Chegaram esculachando ele, jogando ele lá para baixo. Nem perguntaram porque ele estava aqui essa hora, o que ele estava fazendo (amigo que treinaria com Samuel)

Samuel nem estava com as mesmas roupas do suspeito. Ele vestia um moletom vermelho e calça jeans, enquanto o criminoso estaria usando uma “blusa de frio azul” e um “moletom preto”. A única coisa em comum com o assaltante era a cor da pele.

Já é difícil a gente ser negro no mundo de hoje. Ele estava lutando com estudo, trabalho, esforço. Mesmo assim, ainda foi vítima desse sistema racista (pontuou outra irmã de Samuel)

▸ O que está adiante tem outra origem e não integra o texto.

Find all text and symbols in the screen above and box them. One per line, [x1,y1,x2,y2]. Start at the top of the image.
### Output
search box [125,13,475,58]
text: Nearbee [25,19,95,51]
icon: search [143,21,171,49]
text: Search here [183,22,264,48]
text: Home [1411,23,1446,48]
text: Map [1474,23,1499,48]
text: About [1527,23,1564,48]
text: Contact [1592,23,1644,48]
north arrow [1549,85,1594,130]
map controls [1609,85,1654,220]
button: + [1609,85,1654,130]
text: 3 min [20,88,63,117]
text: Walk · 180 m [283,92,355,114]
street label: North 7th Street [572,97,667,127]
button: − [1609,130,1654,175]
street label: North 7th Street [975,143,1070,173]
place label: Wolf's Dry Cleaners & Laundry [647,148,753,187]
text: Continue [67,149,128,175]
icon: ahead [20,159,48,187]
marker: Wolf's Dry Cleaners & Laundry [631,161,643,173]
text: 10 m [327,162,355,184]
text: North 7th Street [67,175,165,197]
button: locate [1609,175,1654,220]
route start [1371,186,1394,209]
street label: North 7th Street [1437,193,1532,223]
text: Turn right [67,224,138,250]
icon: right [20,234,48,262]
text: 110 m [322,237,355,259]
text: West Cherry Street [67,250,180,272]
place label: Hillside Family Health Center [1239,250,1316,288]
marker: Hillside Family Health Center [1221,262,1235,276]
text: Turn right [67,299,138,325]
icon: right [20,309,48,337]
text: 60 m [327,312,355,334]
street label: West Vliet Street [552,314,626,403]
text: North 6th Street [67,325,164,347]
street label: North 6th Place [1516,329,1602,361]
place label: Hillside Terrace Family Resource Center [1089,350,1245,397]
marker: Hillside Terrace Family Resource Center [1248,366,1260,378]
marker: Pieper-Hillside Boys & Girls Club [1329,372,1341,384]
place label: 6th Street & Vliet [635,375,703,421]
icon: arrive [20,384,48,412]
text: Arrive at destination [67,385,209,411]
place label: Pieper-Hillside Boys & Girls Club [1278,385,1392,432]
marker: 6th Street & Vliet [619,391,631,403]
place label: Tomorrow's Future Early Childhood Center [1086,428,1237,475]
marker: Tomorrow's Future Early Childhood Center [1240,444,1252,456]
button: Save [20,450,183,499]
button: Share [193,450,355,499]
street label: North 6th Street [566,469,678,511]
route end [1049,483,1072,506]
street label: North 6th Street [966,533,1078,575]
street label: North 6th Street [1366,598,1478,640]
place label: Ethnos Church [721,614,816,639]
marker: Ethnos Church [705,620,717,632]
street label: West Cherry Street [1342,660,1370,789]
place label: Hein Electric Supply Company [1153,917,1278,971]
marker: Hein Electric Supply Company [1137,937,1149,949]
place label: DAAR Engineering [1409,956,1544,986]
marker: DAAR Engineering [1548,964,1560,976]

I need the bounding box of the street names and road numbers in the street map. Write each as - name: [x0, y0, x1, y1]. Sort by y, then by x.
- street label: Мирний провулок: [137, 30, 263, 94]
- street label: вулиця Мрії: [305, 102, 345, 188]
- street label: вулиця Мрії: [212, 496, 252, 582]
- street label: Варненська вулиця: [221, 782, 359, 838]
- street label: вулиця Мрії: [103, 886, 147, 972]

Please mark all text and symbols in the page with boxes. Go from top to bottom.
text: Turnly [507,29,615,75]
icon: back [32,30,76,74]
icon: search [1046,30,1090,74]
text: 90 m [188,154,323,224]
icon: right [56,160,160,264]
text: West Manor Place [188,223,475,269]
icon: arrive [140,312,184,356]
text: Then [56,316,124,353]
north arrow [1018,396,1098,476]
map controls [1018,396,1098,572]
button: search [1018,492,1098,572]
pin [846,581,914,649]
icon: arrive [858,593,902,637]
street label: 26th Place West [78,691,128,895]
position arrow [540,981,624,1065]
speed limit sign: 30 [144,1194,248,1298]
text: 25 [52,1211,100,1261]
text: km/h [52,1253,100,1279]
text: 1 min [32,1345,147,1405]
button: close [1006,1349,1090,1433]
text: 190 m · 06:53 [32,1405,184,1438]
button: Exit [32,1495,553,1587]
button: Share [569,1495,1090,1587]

A polícia alega que a vítima reconheceu o jovem. Na decisão judicial que mandou soltar Samuel, a juíza afirma que ele teria sido confundido com um dos autores do crime.

Graves erros foram identificados na prisão de Samuel por um dos principais especialistas em direito penal do país.

A fragilidade da prova é muito gritante. Salta-se aos olhos que não há uma prova mínima sequer para justificar a prisão preventiva dele (Aury Lopes Júnior, especialista em direito penal)

Um estudo do Instituto de Pesquisa Econômica Aplicada (Ipea), feito com 5 mil processos, mostra que jovens negros e pobres costumam ser detidos por tráfico de drogas com provas fracas. Em mais de 90% dos casos, as detenções se baseiam nos depoimentos dos policiais. 17% dos suspeitos nem estavam com drogas quando foram presos.

Para você prender, tem que ter algum elemento que derrube a presunção de inocência. Nós, no Brasil, infelizmente, invertemos a equação. Então, nós estamos criando, praticamente, presunção de fuga, presunção de crimes, o que é inconstitucional (Aury Lopes Júnior)

Depois de ser solto, Samuel quis matar a saudade de um hambúrguer. Ele foi recebido em casa com festa.